**Required work:** Without altering a single word, repeat the records that follow.

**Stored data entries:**
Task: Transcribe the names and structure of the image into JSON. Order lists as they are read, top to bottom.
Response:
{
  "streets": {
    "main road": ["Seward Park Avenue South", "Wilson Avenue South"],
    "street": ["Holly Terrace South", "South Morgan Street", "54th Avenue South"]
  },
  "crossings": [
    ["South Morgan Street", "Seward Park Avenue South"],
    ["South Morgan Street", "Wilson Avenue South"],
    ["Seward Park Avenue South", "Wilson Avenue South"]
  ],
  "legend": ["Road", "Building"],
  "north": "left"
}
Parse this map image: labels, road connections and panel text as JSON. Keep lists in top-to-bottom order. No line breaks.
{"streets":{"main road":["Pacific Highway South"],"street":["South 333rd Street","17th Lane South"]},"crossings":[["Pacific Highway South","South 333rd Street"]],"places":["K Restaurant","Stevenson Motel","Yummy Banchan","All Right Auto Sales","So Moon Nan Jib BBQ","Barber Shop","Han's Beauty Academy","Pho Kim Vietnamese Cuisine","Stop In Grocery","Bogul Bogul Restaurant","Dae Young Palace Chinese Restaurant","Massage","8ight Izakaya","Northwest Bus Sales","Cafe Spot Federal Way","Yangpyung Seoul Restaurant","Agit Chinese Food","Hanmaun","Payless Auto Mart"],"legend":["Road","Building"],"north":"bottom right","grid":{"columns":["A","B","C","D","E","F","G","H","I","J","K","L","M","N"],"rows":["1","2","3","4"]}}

**Exercise output:**
Task: Transcribe the names and structure of the image into JSON. Order lists as they are read, top to bottom.
Response:
{
  "streets": {
    "main road": ["Seward Park Avenue South", "Wilson Avenue South"],
    "street": ["Holly Terrace South", "South Morgan Street", "54th Avenue South"]
  },
  "crossings": [
    ["South Morgan Street", "Seward Park Avenue South"],
    ["South Morgan Street", "Wilson Avenue South"],
    ["Seward Park Avenue South", "Wilson Avenue South"]
  ],
  "legend": ["Road", "Building"],
  "north": "left"
}
Parse this map image: labels, road connections and panel text as JSON. Keep lists in top-to-bottom order. No line breaks.
{"streets":{"main road":["Pacific Highway South"],"street":["South 333rd Street","17th Lane South"]},"crossings":[["Pacific Highway South","South 333rd Street"]],"places":["K Restaurant","Stevenson Motel","Yummy Banchan","All Right Auto Sales","So Moon Nan Jib BBQ","Barber Shop","Han's Beauty Academy","Pho Kim Vietnamese Cuisine","Stop In Grocery","Bogul Bogul Restaurant","Dae Young Palace Chinese Restaurant","Massage","8ight Izakaya","Northwest Bus Sales","Cafe Spot Federal Way","Yangpyung Seoul Restaurant","Agit Chinese Food","Hanmaun","Payless Auto Mart"],"legend":["Road","Building"],"north":"bottom right","grid":{"columns":["A","B","C","D","E","F","G","H","I","J","K","L","M","N"],"rows":["1","2","3","4"]}}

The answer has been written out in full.